2. Pre-implementation verification (X draft agent extension)
Topic: Add a rule to the semi-automated X draft agent to include one blog article URL per week in a post.
| Item | Result (sample — replace with live log if you re-run) |
|---|---|
| Question count | (e.g. 18) |
| Codebase exploration | (e.g. auto-read x-shuuchaku-agent-spec.md) |
| Decided spec | (e.g. Sundays only / short URL within 140 chars / human must approve) |
| Still open | (e.g. English post URLs) |
| Session time | (e.g. ~25 min) |
Sample Q&A (replace with your actual session):
- Q: Fixed weekday or rotation for “once a week”? → Sunday (fits weekly reflection)
- Q: Conflicts with spec “no URLs”? → Needs an explicit exception in the spec file
- Q: Auto-insert or suggest only? → Suggest in draft; human posts (keeps semi-auto policy)
Comparison with Plan mode and JSON harness
| Approach | Strengths | Weaknesses |
|---|---|---|
| Plan mode | Full picture at once | Small edits often rewrite the whole plan |
| JSON harness | Pass/fail on output is mechanical | Does not fix wrong requirements |
| grill-me | Reduces pre-implementation mismatch | Costs time and focus; tiring |
As Ryo Nakae’s Zenn post notes, after grill-me the conversation log becomes the implementation plan — easy to hand off with “OK, build this.” I saw the same pattern.
What was awkward
- Tiring — past ~10 questions, your brain keeps working.

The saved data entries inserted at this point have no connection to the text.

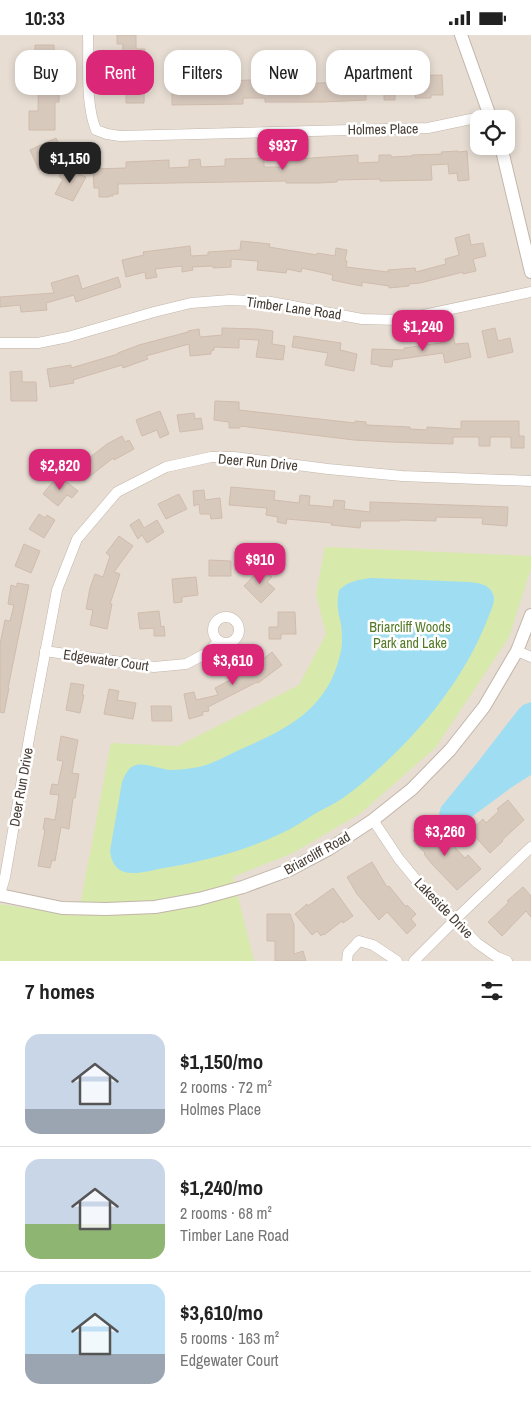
<!DOCTYPE html>
<html lang="en">
<head>
<meta charset="utf-8">
<style>
  :root { --surface:#fff; --page:#f6f6f6; --text:#222; --muted:#767676; --line:#e0e0e0; --accent:#db2777 }
  body { margin:0; font-family:"Archivo Narrow",sans-serif; background:var(--page); color:var(--text); height:100vh; display:flex; flex-direction:column; font-size:19px; white-space:nowrap }
  * { box-sizing:border-box; margin:0 }
  p { font-size:16px; color:var(--muted) }
  .icon { flex:none; width:28px; height:28px; fill:none; stroke:currentColor; stroke-width:2; stroke-linecap:round; stroke-linejoin:round }
  .map { position:relative; height:926px; overflow:hidden }
  .side { display:flex; flex-direction:column; background:var(--surface); flex:1 }
  .side>* { flex:none }
  .top-card { position:absolute; left:15px; top:15px; width:501px; height:45px; display:flex; gap:10px }
  .buttons { position:absolute; left:470px; top:75px; display:grid; gap:10px }
  .buttons a { display:grid; place-items:center; width:45px; height:45px; border-radius:10px; background:var(--surface); box-shadow:0 2px 8px #0003; font-size:25px }
  .price { position:absolute; translate:-50% -42px; padding:0 11px; border-radius:10px; background:var(--accent); color:#fff; font-size:16px; line-height:32px; filter:drop-shadow(0 1px 2px #0008) }
  .price::after { content:''; position:absolute; left:50%; top:30px; width:15px; height:11px; margin-left:-8px; background:inherit; clip-path:polygon(0 0,100% 0,50% 100%) }
  .price.active { background:#222; color:#fff }
  ul { padding:0; list-style:none }
  li { display:flex; align-items:center; gap:15px; height:125px; padding:0 25px }
  li+li { border-top:1px solid var(--line) }
  li span { display:grid; place-items:center; flex:none; width:140px; height:100px; border-radius:15px; color:#555 }
  li>.icon { margin-inline-start:auto }
  span .icon { width:60px; height:60px; fill:#fffc; stroke-width:1 }
  li b { font-size:21px }
  h2 { display:flex; justify-content:space-between; align-items:center; height:60px; padding:0 25px; font-size:21px }
  .tag { padding:0 18px; border-radius:15px; background:var(--surface); box-shadow:0 2px 8px #0003; font-size:18px; line-height:45px }
  .tag.active { background:var(--accent); color:#fff }
  .status { display:flex; justify-content:space-between; align-items:center; height:35px; padding:0 25px; background:var(--surface); direction:ltr }
  .status svg { height:14px; fill:currentColor }
  .map>svg:first-child { display:block }
  .residential { fill:#e7ddd3; fill-rule:evenodd }
  .green { fill:#d8e9ac }
  .water { fill:#9fdef2 }
  .building { fill:#d8c9bd; stroke:#d0bcad }
  .lines { fill:none; stroke-linecap:round; stroke-linejoin:round }
  .minor-casing { stroke:#c2b5aa; stroke-width:11 }
  .tertiary-casing { stroke:#c2b5aa; stroke-width:14 }
  .minor { stroke:#fff; stroke-width:10 }
  .tertiary { stroke:#fff; stroke-width:12 }
  .labels { text-anchor:middle; stroke-width:5; stroke-linejoin:round; paint-order:stroke }
  .street-label { font-size:14px; fill:#463c34; stroke:#fff }
  .park-label { font-size:14px; fill:#547927; stroke:#fff }
</style>
</head>
<body>
<div class="status"><b>10:33</b><svg viewBox="0 0 49 12"><path d="M0 12V9h3v3zM5 12V6h3v6zM10 12V3h3v9zM15 12V0h3v12zM26 1h20v11H26zM47 4h2v5h-2z"/></svg></div>
<div class="map">
<svg width="531" height="926" viewBox="0 0 531 926">
  <rect width="100%" height="100%" fill="#f3ece5"/>
  <path class="residential" d="M0,0H531V926H170L78,882L0,869ZM479,84H506V111H479Z"/>
  <polygon class="green" points="325,512 531,521 531,533 509,602 436,712 361,778 293,818 233,842 254,926 0,926 0,869 78,881 111,708 178,711 299,650 326,599 316,559"/>
  <g class="water">
    <path d="M371,543L469,547C478,548 488,549 492,557C497,565 491,575 488,583C471,627 443,668 410,703C390,724 367,746 343,763C334,769 325,773 316,778C305,785 293,793 280,799C244,816 204,826 164,833C142,837 114,848 110,816L122,747C125,740 128,732 136,730C147,728 159,734 170,735C177,735 185,734 193,733C209,731 225,722 239,715C287,694 327,675 340,620C343,610 342,599 341,589C340,584 338,579 338,574C337,568 338,561 339,555C349,546 357,545 371,543Z"/>
    <path d="M531,667V740L512,752L462,789C451,794 446,787 439,779L441,772L477,728L518,675L523,670Z"/>
  </g>
  <g class="building">
    <polygon points="117,0 136,0 136,14 145,14 144,68 126,68 126,58 124,58 124,39 117,39 117,28 122,28 123,9 117,9"/>
    <polygon points="35,10 54,10 54,17 56,17 56,23 62,23 62,35 60,35 59,67 55,67 55,95 29,95 29,76 38,76 39,29 35,29"/>
    <polygon points="442,40 443,60 431,60 431,63 415,63 415,59 395,59 395,65 384,65 384,58 366,58 366,65 323,67 265,67 265,63 243,63 243,69 172,70 172,52 201,51 201,44 220,43 220,46 284,44 284,49 354,47 353,41 375,41 375,42"/>
    <polygon points="56,103 61,114 55,116 57,120 48,124 56,128 39,135 30,115"/>
    <polygon points="458,116 458,117 467,116 469,145 458,146 457,138 449,139 448,129 431,130 432,145 380,146 380,144 337,145 337,147 318,148 286,148 286,146 118,149 118,159 113,159 113,161 109,161 109,162 99,162 99,153 94,153 93,134 126,133 126,127 169,125 169,133 189,132 189,125 200,124 201,132 225,131 225,124 264,123 264,132 286,132 285,122 296,121 296,124 358,120 358,128 379,127 379,120 391,120 391,122 412,121 412,120 442,119 441,117"/>
    <polygon points="63,132 86,142 73,166 55,159 63,144 59,142"/>
    <polygon points="469,199 471,210 483,208 486,221 473,224 476,236 463,239 463,237 420,248 409,249 409,251 389,253 389,251 362,247 362,251 351,249 332,245 333,240 302,233 301,237 287,234 286,238 257,235 258,226 231,224 231,232 213,233 213,231 192,232 193,235 182,237 182,231 155,234 157,242 146,244 145,237 126,242 122,225 144,220 143,217 190,211 191,221 208,220 208,217 240,215 241,206 270,209 269,212 317,220 317,218 335,221 336,213 347,215 345,226 347,226 346,232 388,237 388,235 415,233 416,237 446,229 445,224 459,220 455,203"/>
    <polygon points="78,240 82,254 118,242 121,252 76,267 74,260 46,268 47,275 21,277 20,270 0,272 0,262 54,258 51,248"/>
    <polygon points="222,293 257,294 273,296 272,309 285,311 283,325 256,322 259,305 239,304 239,313 214,312 214,315 211,316 211,319 190,321 189,309 146,321 148,324 123,333 122,330 73,345 74,348 50,352 47,334 71,330 71,333 118,319 118,318 139,310 188,297 188,296 199,294 200,302 222,300"/>
    <polygon points="495,293 498,306 510,303 513,317 488,323 482,296"/>
    <polygon points="294,301 341,308 340,315 357,319 354,336 325,330 328,318 292,312"/>
    <polygon points="453,301 455,309 468,308 471,322 445,328 443,318 393,325 392,332 379,331 379,330 371,329 372,314 404,315 404,313 441,308 440,304"/>
    <polygon points="22,336 22,347 36,347 37,366 11,366 10,337"/>
    <polygon points="215,366 239,367 239,375 355,388 355,386 366,387 366,390 410,392 410,394 427,395 427,392 461,394 461,386 519,386 519,401 524,401 524,413 511,413 511,402 490,402 490,411 479,411 479,402 453,402 453,409 390,407 354,405 240,391 240,393 229,393 229,387 214,385"/>
    <polygon points="160,376 169,399 160,403 157,395 142,401 136,385"/>
    <polygon points="194,378 195,384 201,383 203,394 180,397 177,380"/>
    <polygon points="122,401 125,407 129,405 134,414 114,425 113,423 84,446 75,434 107,409"/>
    <polygon points="58,440 78,456 72,463 67,460 58,471 43,459"/>
    <polygon points="231,452 275,456 274,465 299,468 300,460 310,461 309,470 333,472 334,465 345,466 344,474 370,477 370,467 508,472 507,491 482,489 483,483 436,482 436,486 400,485 400,486 361,486 360,493 331,490 332,488 287,484 286,489 277,487 278,482 266,480 267,473 229,470"/>
    <polygon points="204,455 205,465 220,463 222,483 211,484 210,479 200,479 199,469 194,471 193,456"/>
    <polygon points="179,459 187,474 166,484 158,469"/>
    <polygon points="39,479 45,483 47,480 55,485 44,503 29,494"/>
    <polygon points="139,484 144,493 157,485 164,497 147,508 142,500 138,504 130,490"/>
    <polygon points="119,501 133,511 114,537 120,539 110,569 112,569 107,594 90,590 93,575 86,574 90,553 95,539 103,542 110,521 106,518"/>
    <polygon points="24,509 40,516 31,538 15,531"/>
    <polygon points="209,525 231,526 231,541 209,541"/>
    <polygon points="262,532 272,542 267,547 275,554 261,568 244,551"/>
    <polygon points="196,542 198,560 182,562 182,567 174,568 172,544"/>
    <polygon points="17,548 29,550 8,653 9,653 4,678 0,677 0,609 5,585 10,586 14,570 8,569 11,550 17,552"/>
    <polygon points="159,576 161,592 164,591 165,601 154,601 154,593 140,594 138,578"/>
    <polygon points="278,577 295,577 296,599 281,599 281,604 269,604 269,592 278,592"/>
    <polygon points="272,617 282,630 258,648 257,647 208,672 209,676 202,677 203,680 189,684 184,659 194,657 196,665 218,660 215,653 249,635"/>
    <polygon points="71,648 84,650 82,660 84,660 80,678 66,675"/>
    <polygon points="109,654 119,656 117,665 136,668 133,684 104,679"/>
    <polygon points="151,671 171,671 172,686 152,686"/>
    <polygon points="61,701 78,705 72,738 79,739 75,763 73,763 69,794 61,792 55,826 52,825 50,833 38,831 45,795 43,794 45,783 55,785 59,760 50,759 52,749 58,750 63,726 57,725"/>
    <polygon points="508,765 524,785 502,805 503,806 490,818 470,796 483,784 486,788 499,776 497,774"/>
    <polygon points="424,786 441,803 442,801 448,807 449,806 465,823 468,820 481,834 457,855 432,829 424,819 425,818 413,806 418,801 413,795"/>
    <polygon points="372,827 387,852 389,851 406,872 407,870 416,879 411,884 416,890 407,899 387,877 379,885 357,859 347,842"/>
    <polygon points="523,852 531,861 531,882 526,876 502,901 488,887 509,867 507,866"/>
    <polygon points="333,853 353,881 343,888 342,886 324,900 323,899 321,901 317,896 312,900 295,879 307,869 308,871"/>
    <polygon points="267,879 290,879 294,890 294,919 303,916 306,926 275,926 275,906 267,906"/>
  </g>
  <g class="lines">
    <defs>
      <g id="minor">
        <path d="M88,0C89,29 85,68 96,95L107,99L120,101L428,93L490,80"/>
        <polyline points="0,308 38,308 68,302 154,277 191,268 230,265 271,267 362,284 400,285 531,257"/>
        <circle cx="226" cy="595" r="13"/>
        <polyline points="45,616 154,632 186,629 207,618 219,606"/>
        <polyline points="517,616 531,622"/>
        <polyline points="373,785 399,824 422,852 477,908 497,922 507,926"/>
        <polyline points="0,859 5,842 30,698 57,555 77,504 117,457 166,432 211,422 234,422 328,434 402,441 531,446"/>
        <polyline points="347,926 348,918 359,906 373,910 397,926"/>
        <polyline points="414,926 462,878 531,812"/>
      </g>
      <g id="tertiary">
        <polyline points="461,0 491,84"/>
        <polyline points="501,111 531,237"/>
        <polyline points="0,860 62,873 106,874 155,872 199,864 243,852 289,835 329,814 373,785 412,754 450,715 484,672 517,616 531,580"/>
      </g>
    </defs>
    <use href="#minor" class="minor-casing"/>
    <use href="#tertiary" class="tertiary-casing"/>
    <use href="#minor" class="minor"/>
    <use href="#tertiary" class="tertiary"/>
  </g>
  <g class="labels">
    <g class="street-label">
      <text transform="translate(383 94) rotate(-1)" y="5">Holmes Place</text>
      <text transform="translate(294 273) rotate(8)" y="5">Timber Lane Road</text>
      <text transform="translate(258 427) rotate(5)" y="5">Deer Run Drive</text>
      <text transform="translate(106 625) rotate(8)" y="5">Edgewater Court</text>
      <text transform="translate(21 752) rotate(-80)" y="5">Deer Run Drive</text>
      <text transform="translate(317 818) rotate(-29)" y="5">Briarcliff Road</text>
      <text transform="translate(444 873) rotate(46)" y="5">Lakeside Drive</text>
    </g>
    <g class="park-label">
      <text x="410" y="597">Briarcliff Woods<tspan x="410" dy="16">Park and Lake</tspan></text>
    </g>
  </g>
</svg>
<div class="buttons">
<a><svg class="icon" aria-label="locate" viewBox="0 0 24 24"><circle cx="12" cy="12" r="6"/><path d="M12 2v4M12 18v4M2 12h4M18 12h4"/></svg></a>
</div>
<b class="price" style="left:283px;top:136px">$937</b>
<b class="price active" style="left:70px;top:149px">$1,150</b>
<b class="price" style="left:423px;top:317px">$1,240</b>
<b class="price" style="left:60px;top:456px">$2,820</b>
<b class="price" style="left:260px;top:550px">$910</b>
<b class="price" style="left:233px;top:651px">$3,610</b>
<b class="price" style="left:445px;top:822px">$3,260</b>
<div class="top-card">
<a class="tag">Buy</a>
<a class="tag active">Rent</a>
<a class="tag">Filters</a>
<a class="tag">New</a>
<a class="tag">Apartment</a>
</div>
</div>
<section class="side">
<h2>7 homes<svg class="icon" aria-label="filters" viewBox="0 0 24 24"><path d="M4 7h16M4 17h16"/><circle cx="9" cy="7" r="2"/><circle cx="15" cy="17" r="2"/></svg></h2>
<ul>
<li><span style="background:linear-gradient(#c9d6e8 75%,#9aa5b1 0)"><svg class="icon" aria-label="home" viewBox="0 0 24 24"><path d="M3 11l9-7 9 7M6 9v11h12V9"/></svg></span><div><b>$1,150/mo</b><p>2 rooms · 72 m²</p><p>Holmes Place</p></div></li>
<li><span style="background:linear-gradient(#c9d6e8 65%,#8fb573 0)"><svg class="icon" aria-label="home" viewBox="0 0 24 24"><path d="M3 11l9-7 9 7M6 9v11h12V9"/></svg></span><div><b>$1,240/mo</b><p>2 rooms · 68 m²</p><p>Timber Lane Road</p></div></li>
<li><span style="background:linear-gradient(#bfe0f5 70%,#9aa5b1 0)"><svg class="icon" aria-label="home" viewBox="0 0 24 24"><path d="M3 11l9-7 9 7M6 9v11h12V9"/></svg></span><div><b>$3,610/mo</b><p>5 rooms · 163 m²</p><p>Edgewater Court</p></div></li>
</ul>
</section>
</body>
</html>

The Zenn “brain sizzling” line resonates
- Overkill for tiny tasks — not for typo fixes
- Depth depends on the model — reports that Opus-class models branch deeper sound plausible (add your own note after trying)
- Does not auto-trigger — you must say “use grill-me” explicitly
Summary
- grill-me is a pre-implementation alignment harness in just a few lines
- JSON harness is after output; grill-me is before
- In verification, confusion cleared faster than code would have — for both article structure and a feature sketch
- Downsides are time and fatigue; not every task needs it
Next I may try grill-me → requirements note → implement on the X draft pipeline.